SNP analysis workflow. The DNA sequence output was analyzed using PolyPhred software to identify SNPs and to report the relative quality score of the SNP calls. SNPs with low quality scores or with inconsistent reports were reviewed manually. The approved SNP data was deposited into a local database for population, frequency and genotype analysis.
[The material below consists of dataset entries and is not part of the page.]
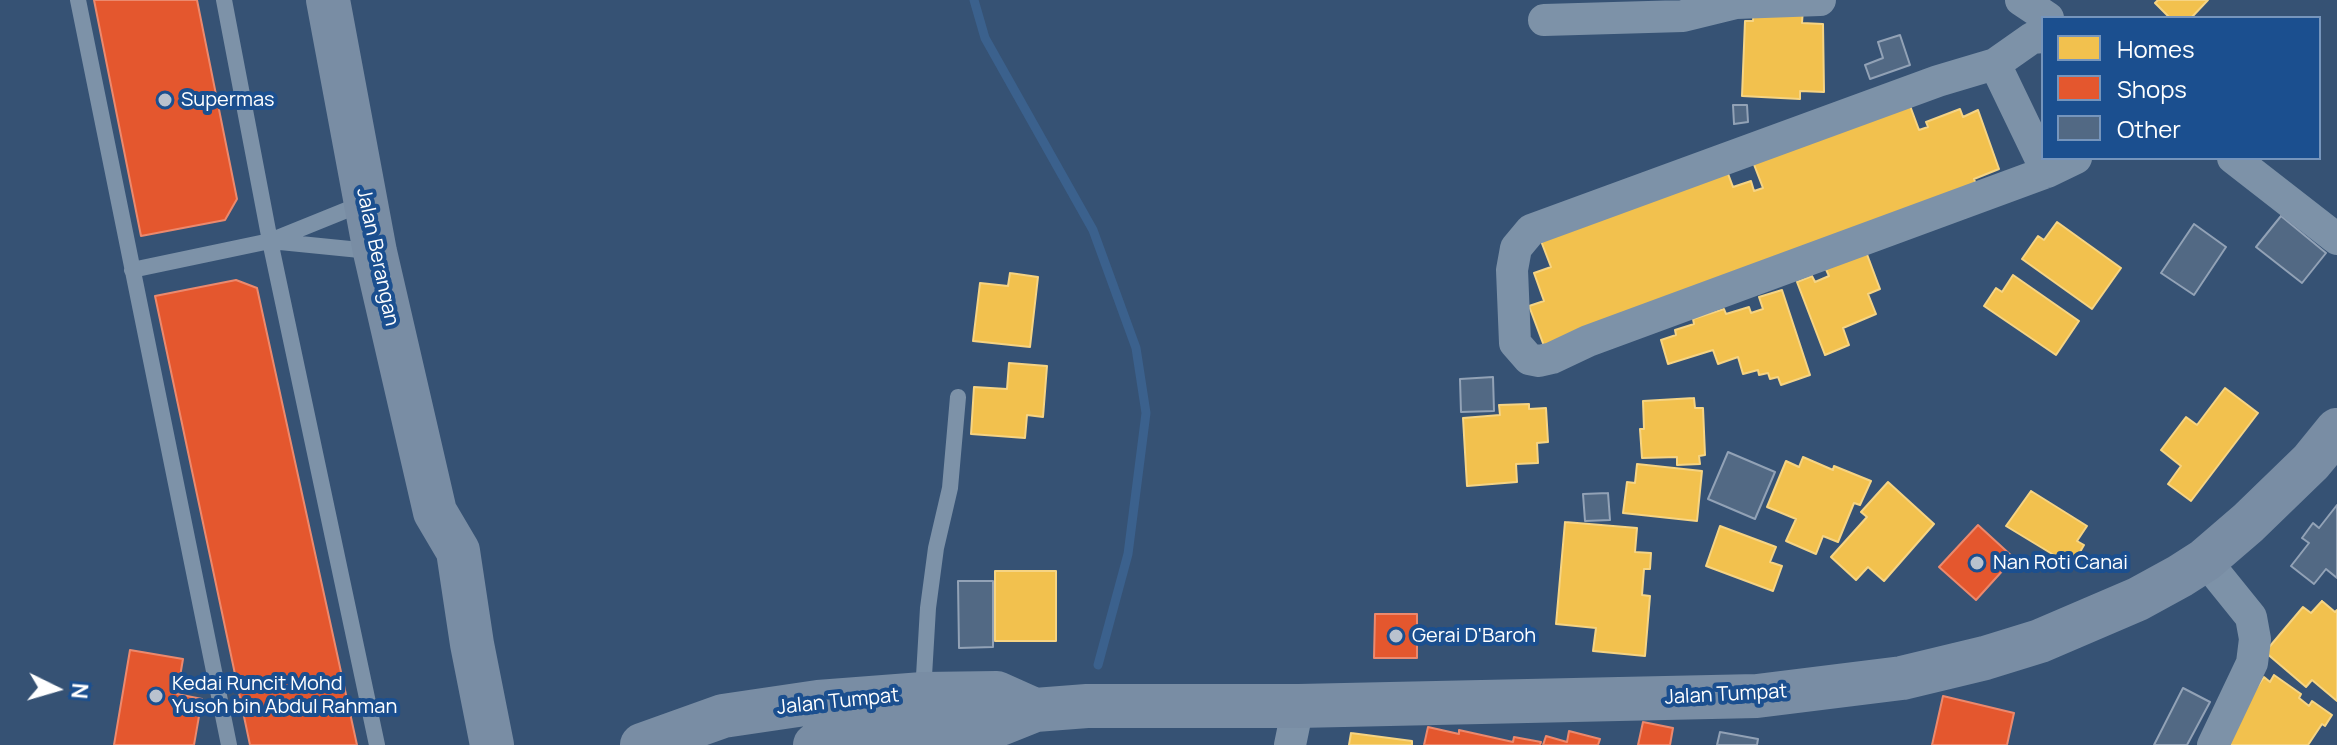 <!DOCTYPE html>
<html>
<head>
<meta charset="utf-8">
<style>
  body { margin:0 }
  #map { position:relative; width:2337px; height:745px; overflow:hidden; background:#365274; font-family:Manrope,sans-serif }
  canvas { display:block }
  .legend { position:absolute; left:2041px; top:16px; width:280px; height:144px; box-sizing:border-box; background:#1b4f8f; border:2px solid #7695bc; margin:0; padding:10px 14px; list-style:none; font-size:24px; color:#fff }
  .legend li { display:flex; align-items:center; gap:16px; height:40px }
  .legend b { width:40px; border:2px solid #7695bc }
  .north { position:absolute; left:16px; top:649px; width:80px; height:80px; -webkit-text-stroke:6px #1b4f8f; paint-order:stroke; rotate:95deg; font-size:22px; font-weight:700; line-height:32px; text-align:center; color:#fff }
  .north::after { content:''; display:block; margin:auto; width:28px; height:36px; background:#fff; clip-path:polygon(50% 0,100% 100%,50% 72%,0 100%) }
</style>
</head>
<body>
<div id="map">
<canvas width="2337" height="745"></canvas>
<ul class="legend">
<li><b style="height:22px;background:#f2c14e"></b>Homes</li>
<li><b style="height:22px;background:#e4572e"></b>Shops</li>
<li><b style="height:22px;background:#526984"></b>Other</li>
</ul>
<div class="north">N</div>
</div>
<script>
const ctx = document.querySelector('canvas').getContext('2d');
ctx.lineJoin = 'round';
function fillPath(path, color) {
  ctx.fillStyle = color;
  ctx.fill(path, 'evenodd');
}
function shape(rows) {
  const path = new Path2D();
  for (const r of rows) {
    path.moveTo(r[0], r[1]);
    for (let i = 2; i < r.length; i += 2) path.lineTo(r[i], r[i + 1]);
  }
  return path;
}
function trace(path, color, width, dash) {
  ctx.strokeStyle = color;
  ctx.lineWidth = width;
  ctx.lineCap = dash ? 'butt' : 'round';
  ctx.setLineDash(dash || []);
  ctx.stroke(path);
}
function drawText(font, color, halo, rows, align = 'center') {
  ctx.font = font + ' Manrope,sans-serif';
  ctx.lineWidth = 8;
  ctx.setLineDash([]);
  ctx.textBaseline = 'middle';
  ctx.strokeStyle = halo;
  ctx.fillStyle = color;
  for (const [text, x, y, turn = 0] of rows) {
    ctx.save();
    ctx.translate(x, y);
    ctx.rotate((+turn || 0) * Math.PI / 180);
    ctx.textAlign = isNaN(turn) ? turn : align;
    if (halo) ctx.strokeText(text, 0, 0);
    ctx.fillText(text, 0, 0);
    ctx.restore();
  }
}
const homes = shape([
  [2158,0,2208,0,2191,18,2170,18,2155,3,2158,0],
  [1754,6,1803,9,1802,23,1823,24,1824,92,1800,91,1800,99,1742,96,1745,21,1753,21,1754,6],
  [1909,103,1919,130,1928,127,1926,122,1960,109,1963,117,1978,110,1999,169,1974,179,1976,184,1544,346,1529,306,1544,301,1534,273,1551,267,1541,241,1727,171,1733,187,1751,181,1754,191,1763,188,1753,162,1909,103],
  [2057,222,2121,268,2092,309,2022,259,2038,236,2044,240,2057,222],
  [1865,249,1880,289,1868,294,1876,314,1843,328,1849,345,1825,355,1797,282,1812,276,1815,282,1829,276,1824,265,1865,249],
  [1010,273,1038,277,1030,347,973,341,980,283,1008,286,1010,273],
  [2013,275,2079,321,2056,355,1984,306,1996,288,2002,292,2013,275],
  [1782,290,1810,375,1781,385,1778,377,1770,379,1768,373,1759,375,1758,370,1743,374,1738,357,1718,364,1713,350,1668,364,1661,340,1676,335,1675,330,1694,324,1693,319,1724,309,1726,314,1749,307,1751,313,1763,309,1759,297,1782,290],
  [1009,363,1047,366,1043,417,1027,415,1025,438,971,434,974,387,1007,389,1009,363],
  [2225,388,2258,413,2191,501,2168,484,2181,466,2161,450,2186,417,2197,425,2225,388],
  [1694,398,1695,408,1703,408,1705,455,1699,456,1700,464,1677,465,1677,457,1642,458,1640,429,1644,429,1643,401,1694,398],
  [1529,404,1529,409,1546,408,1548,442,1537,443,1538,463,1516,464,1517,482,1467,486,1463,418,1500,415,1499,405,1529,404],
  [1803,457,1833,470,1834,466,1871,481,1860,505,1854,503,1838,542,1823,536,1816,554,1786,541,1796,519,1767,507,1786,461,1799,467,1803,457],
  [1637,464,1702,471,1697,521,1623,513,1627,482,1635,483,1637,464],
  [1888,482,1934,524,1884,581,1868,567,1856,580,1831,557,1867,517,1861,512,1888,482],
  [2031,491,2087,526,2077,541,2084,545,2072,566,2006,526,2031,491],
  [1565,522,1637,528,1635,552,1651,553,1650,569,1644,569,1642,595,1650,596,1645,656,1593,651,1596,628,1556,624,1565,522],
  [1720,526,1776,547,1770,562,1782,566,1773,591,1706,566,1720,526],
  [995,571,1056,571,1056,641,995,641,995,571],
  [2322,601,2335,612,2337,610,2337,701,2312,680,2306,687,2265,652,2303,607,2311,613,2322,601],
  [2274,675,2301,694,2299,698,2309,706,2312,701,2332,715,2325,726,2322,724,2308,745,2227,745,2234,721,2264,677,2270,682,2274,675],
  [1351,733,1412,741,1412,745,1349,745,1351,733]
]);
const shops = shape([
  [94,0,197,0,237,199,225,220,141,236,94,0],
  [236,280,257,288,357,745,250,745,155,296,236,280],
  [1978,525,2014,558,1976,600,1939,567,1978,525],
  [1375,614,1417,614,1417,658,1374,658,1375,614],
  [130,650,183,659,177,694,202,699,194,745,114,745,130,650],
  [1943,696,2014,713,2007,745,1932,745,1943,696],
  [1643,722,1673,728,1670,745,1638,745,1643,722],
  [1428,727,1459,734,1459,730,1513,742,1514,737,1541,742,1540,745,1424,745,1428,727],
  [1569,731,1600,739,1598,745,1543,745,1546,736,1567,742,1569,731]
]);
const stream = shape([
  [974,0,985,38,1093,230,1136,348,1146,413,1128,554,1098,665]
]);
const building = shape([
  [1900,35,1910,65,1870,79,1865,65,1883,58,1878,42,1900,35],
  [1733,105,1747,105,1748,122,1734,124,1733,105],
  [2281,216,2326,253,2302,283,2256,247,2281,216],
  [2194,224,2226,247,2194,295,2161,273,2194,224],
  [1493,377,1494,411,1461,412,1460,379,1493,377],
  [1728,452,1775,472,1755,519,1708,499,1728,452],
  [1608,493,1610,520,1585,521,1583,494,1608,493],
  [2337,505,2337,578,2326,569,2314,584,2291,566,2309,543,2302,538,2313,523,2319,528,2337,505],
  [958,581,993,581,993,647,959,648,958,581],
  [2183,688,2210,702,2187,745,2154,745,2183,688],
  [1720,732,1758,739,1757,745,1717,745,1720,732]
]);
const lane = shape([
  [78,0,229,745],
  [224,0,270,241],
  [364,203,270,241,377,745],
  [132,270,270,241,370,251],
  [923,693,928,608,936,548,950,488,958,397]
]);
const street = shape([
  [2021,0,2048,18],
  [1544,20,1683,16,1736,3,1820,0],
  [2043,37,2032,38,1995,64,1938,81,1531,230,1516,248,1512,270,1515,343,1529,359,1539,361,1552,358,1588,341,2047,172,2076,158],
  [1995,64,2047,172],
  [2233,158,2337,239],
  [2205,560,2251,617,2255,639,2252,663,2213,745],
  [1290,745,1298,706]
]);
const secondary = shape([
  [328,0,375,252,435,512,458,551,472,644,492,745],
  [642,745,723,716,818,702,923,694,997,693,1035,710],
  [815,745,1000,724,1035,710,1087,706,1298,706,1757,696,1902,678,1985,658,2040,641,2138,599,2180,576,2205,560,2248,523,2311,462,2337,430]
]);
const markers = [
  [165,100,8,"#b9c2ce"],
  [1977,563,8,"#b9c2ce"],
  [1396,636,8,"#b9c2ce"],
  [156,696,8,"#b9c2ce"]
];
const poiNames = [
  ["Supermas",181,100],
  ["Nan Roti Canai",1993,563],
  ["Gerai D'Baroh",1412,636],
  ["Kedai Runcit Mohd",172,684],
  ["Yusoh bin Abdul Rahman",172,707]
];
const streetNames = [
  ["Jalan Berangan",377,257,78],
  ["Jalan Tumpat",1726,695,-3],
  ["Jalan Tumpat",838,702,-6]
];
fillPath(homes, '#f2c14e');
trace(homes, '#f6d483', 2);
fillPath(shops, '#e4572e');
trace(shops, '#ec896d', 2);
trace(stream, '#3b618d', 9);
fillPath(building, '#526984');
trace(building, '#92a2b6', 2);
trace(lane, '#7d92a8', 16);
trace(street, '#7d92a8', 32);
trace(secondary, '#798da4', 44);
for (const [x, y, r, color] of markers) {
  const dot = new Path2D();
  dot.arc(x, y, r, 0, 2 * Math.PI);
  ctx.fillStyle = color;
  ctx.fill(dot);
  trace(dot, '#1b4f8f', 3);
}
drawText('20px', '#fff', '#1b4f8f', poiNames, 'left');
drawText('20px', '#fff', '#1b4f8f', streetNames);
</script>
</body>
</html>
Based upon the statistical results, some SNPs were selected for inclusion in Sequenom iPlex SNP panel.

SNP genotyping

Genotyping was performed using iPLEX reagents and protocols for multiplex PCR, single base primer extension (SBE) and generation of mass spectra, as per the manufacturer's instructions (for complete details see iPLEX Application Note, Sequenom, San Diego). Three multiplexed assays contained 28, 17, and 7 SNPs, for a total of 52 SNPs queried, of which 50 successfully generated genotyping data. Briefly, initial multiplexed PCR was performed in 5 μl reactions on 384-well plates containing 5 ng of genomic DNA. Reactions contained 0.5 U HotStar Taq polymerase (QIAGEN), 100 nM primers, 1.25× HotStar Taq buffer, 1.625 mM MgCl2, and 500 μM dNTPs. Following enzyme activation at 94°C for 15 min, DNA was amplified with 45 cycles of 94°C × 20 sec, 56°C × 30 sec, 72°C × 1 min, followed by a 3 minute extension at 72°C. Unincorporated dNTPs were removed using shrimp alkaline phosphatase (0.3 U, Sequenom). Single-base extension was carried out by addition of SBE primers at concentrations from 0.625 μM (low MW primers) to 1.25 μM (high MW primers) using iPLEX enzyme and buffers (Sequenom, San Diego) in 9 μl reactions. Reactions were desalted and SBE products measured using the MassARRAY Compact system, and mass spectra were analyzed using TYPER software (Sequenom, San Diego), in order to generate genotype calls and allele frequencies.